--- PROBLEM DETAILS ---
Search the data below for the string "icon" and copy all lines where it shows up.
━━━ INPUT RECORDS ━━━
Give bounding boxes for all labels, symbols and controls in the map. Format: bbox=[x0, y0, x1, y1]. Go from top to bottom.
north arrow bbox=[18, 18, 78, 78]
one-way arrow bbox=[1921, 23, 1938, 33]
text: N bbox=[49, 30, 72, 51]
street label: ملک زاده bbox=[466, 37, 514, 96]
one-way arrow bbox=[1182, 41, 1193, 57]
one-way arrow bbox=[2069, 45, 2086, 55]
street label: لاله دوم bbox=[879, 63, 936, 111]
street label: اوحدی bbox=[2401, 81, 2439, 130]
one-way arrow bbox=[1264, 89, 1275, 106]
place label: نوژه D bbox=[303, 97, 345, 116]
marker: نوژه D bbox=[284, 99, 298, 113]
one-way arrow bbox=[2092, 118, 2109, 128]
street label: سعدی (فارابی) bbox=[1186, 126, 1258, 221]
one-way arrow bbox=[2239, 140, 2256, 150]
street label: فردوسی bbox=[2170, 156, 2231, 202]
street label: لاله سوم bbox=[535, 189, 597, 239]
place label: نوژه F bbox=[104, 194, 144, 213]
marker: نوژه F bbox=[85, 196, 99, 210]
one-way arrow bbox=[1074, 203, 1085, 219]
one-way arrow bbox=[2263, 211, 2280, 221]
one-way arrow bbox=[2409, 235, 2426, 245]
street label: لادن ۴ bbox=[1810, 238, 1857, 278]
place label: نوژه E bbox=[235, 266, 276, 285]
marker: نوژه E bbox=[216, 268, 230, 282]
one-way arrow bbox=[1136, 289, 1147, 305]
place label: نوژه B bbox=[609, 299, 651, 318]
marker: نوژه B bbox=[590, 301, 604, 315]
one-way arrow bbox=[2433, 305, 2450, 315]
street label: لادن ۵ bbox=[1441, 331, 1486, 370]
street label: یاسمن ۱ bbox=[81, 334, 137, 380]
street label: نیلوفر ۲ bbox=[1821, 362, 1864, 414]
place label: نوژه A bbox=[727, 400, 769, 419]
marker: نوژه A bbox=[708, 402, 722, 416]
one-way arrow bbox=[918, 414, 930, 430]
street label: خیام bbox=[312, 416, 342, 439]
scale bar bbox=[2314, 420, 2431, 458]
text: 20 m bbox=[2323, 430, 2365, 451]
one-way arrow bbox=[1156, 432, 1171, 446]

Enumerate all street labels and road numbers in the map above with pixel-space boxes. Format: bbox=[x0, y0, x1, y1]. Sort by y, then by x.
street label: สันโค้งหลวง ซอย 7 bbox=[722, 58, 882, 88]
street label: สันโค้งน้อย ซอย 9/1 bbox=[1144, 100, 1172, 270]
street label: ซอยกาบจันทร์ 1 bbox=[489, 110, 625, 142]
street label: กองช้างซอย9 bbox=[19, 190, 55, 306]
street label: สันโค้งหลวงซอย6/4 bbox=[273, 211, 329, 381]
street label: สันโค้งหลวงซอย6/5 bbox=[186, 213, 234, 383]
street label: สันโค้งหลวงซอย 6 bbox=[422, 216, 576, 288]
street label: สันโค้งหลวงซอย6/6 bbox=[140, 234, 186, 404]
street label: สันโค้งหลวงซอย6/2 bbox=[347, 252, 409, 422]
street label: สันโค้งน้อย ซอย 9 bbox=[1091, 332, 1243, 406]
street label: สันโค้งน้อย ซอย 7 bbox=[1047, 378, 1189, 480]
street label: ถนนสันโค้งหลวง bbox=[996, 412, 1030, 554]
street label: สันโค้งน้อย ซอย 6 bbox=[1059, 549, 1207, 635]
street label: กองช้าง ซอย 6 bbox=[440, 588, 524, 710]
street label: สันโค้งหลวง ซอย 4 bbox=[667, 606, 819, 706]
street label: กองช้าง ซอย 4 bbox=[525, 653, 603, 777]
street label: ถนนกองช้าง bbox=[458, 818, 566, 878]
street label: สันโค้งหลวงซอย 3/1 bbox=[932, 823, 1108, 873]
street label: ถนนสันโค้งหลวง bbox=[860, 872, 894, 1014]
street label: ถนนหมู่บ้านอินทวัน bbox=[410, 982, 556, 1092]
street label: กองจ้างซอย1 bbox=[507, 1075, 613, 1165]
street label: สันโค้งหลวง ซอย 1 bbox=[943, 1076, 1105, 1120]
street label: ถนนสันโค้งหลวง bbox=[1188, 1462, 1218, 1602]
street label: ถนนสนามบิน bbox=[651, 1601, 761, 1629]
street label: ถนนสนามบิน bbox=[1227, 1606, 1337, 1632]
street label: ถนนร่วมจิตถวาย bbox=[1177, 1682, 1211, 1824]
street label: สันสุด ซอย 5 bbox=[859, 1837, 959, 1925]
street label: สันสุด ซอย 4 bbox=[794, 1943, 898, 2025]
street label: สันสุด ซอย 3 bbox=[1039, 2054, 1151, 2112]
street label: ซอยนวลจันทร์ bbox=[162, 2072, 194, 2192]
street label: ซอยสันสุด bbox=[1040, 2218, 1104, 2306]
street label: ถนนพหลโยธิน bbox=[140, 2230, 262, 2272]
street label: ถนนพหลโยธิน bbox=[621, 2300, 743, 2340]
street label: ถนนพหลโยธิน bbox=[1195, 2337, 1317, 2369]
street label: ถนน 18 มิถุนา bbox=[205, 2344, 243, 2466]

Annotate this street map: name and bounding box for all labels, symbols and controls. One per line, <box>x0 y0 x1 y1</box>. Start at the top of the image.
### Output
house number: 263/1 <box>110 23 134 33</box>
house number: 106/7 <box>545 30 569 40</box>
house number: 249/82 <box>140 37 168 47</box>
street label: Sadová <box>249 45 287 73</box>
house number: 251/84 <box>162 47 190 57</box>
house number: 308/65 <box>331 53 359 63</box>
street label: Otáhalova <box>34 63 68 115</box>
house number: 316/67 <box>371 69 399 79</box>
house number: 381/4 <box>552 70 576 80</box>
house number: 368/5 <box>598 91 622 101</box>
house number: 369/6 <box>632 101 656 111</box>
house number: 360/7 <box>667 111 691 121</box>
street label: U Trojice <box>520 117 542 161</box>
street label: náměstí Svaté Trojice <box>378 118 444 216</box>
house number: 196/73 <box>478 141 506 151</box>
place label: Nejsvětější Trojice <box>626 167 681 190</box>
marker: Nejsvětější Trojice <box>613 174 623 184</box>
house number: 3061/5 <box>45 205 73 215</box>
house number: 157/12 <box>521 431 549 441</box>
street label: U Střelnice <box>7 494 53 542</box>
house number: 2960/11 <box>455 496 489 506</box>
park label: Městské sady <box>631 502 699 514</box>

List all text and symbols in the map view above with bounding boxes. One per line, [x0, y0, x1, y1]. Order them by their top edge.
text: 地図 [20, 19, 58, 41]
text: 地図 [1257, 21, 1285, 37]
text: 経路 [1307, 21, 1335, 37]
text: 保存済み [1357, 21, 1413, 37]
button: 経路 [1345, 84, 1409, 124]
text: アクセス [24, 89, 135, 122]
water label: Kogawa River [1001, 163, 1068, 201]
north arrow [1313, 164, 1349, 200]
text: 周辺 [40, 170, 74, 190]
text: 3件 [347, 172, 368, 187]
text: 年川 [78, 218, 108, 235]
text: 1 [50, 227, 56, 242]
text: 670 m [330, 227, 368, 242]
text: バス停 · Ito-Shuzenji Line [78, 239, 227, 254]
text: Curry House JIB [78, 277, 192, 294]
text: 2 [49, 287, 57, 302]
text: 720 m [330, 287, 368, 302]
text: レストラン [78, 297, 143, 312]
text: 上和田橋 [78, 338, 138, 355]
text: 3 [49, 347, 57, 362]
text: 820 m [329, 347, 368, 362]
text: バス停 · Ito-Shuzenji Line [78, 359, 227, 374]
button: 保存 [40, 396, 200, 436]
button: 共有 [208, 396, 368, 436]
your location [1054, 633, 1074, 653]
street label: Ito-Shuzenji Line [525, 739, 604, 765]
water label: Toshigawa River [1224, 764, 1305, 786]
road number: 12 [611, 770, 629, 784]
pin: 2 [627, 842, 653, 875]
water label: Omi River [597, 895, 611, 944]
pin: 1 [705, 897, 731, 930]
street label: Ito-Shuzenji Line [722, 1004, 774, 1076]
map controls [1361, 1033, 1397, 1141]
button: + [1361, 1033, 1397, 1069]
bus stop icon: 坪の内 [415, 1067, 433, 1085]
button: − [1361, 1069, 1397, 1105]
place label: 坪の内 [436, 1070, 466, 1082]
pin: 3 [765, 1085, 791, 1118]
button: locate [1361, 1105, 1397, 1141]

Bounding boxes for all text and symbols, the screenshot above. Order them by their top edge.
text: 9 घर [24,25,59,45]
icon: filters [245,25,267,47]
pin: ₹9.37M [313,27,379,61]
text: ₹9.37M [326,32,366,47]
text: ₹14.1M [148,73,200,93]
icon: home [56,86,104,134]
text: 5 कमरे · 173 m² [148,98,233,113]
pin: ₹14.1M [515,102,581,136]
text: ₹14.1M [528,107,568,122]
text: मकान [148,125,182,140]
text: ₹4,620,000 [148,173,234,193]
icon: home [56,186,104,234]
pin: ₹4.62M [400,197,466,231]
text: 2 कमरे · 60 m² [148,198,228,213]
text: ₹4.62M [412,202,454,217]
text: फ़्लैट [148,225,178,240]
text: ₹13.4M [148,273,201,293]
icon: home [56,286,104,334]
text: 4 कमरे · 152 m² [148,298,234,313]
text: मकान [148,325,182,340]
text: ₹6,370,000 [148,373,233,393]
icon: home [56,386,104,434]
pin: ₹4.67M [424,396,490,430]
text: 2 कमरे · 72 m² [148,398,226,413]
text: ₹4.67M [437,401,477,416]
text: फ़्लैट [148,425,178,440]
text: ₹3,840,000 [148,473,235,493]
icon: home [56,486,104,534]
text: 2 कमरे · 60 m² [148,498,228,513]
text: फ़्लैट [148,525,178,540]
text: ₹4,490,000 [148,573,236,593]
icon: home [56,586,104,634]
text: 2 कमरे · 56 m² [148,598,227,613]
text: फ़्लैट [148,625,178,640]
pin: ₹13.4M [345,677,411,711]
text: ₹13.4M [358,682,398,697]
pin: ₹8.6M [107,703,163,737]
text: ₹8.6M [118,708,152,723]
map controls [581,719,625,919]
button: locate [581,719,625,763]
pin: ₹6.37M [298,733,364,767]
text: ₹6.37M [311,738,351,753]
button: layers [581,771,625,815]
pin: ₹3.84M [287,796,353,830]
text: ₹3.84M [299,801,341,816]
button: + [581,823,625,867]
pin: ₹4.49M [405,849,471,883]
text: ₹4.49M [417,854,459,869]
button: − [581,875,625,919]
━━━
--- RESULT ---
bus stop icon: 坪の内 [415, 1067, 433, 1085]
icon: filters [245,25,267,47]
icon: home [56,86,104,134]
icon: home [56,186,104,234]
icon: home [56,286,104,334]
icon: home [56,386,104,434]
icon: home [56,486,104,534]
icon: home [56,586,104,634]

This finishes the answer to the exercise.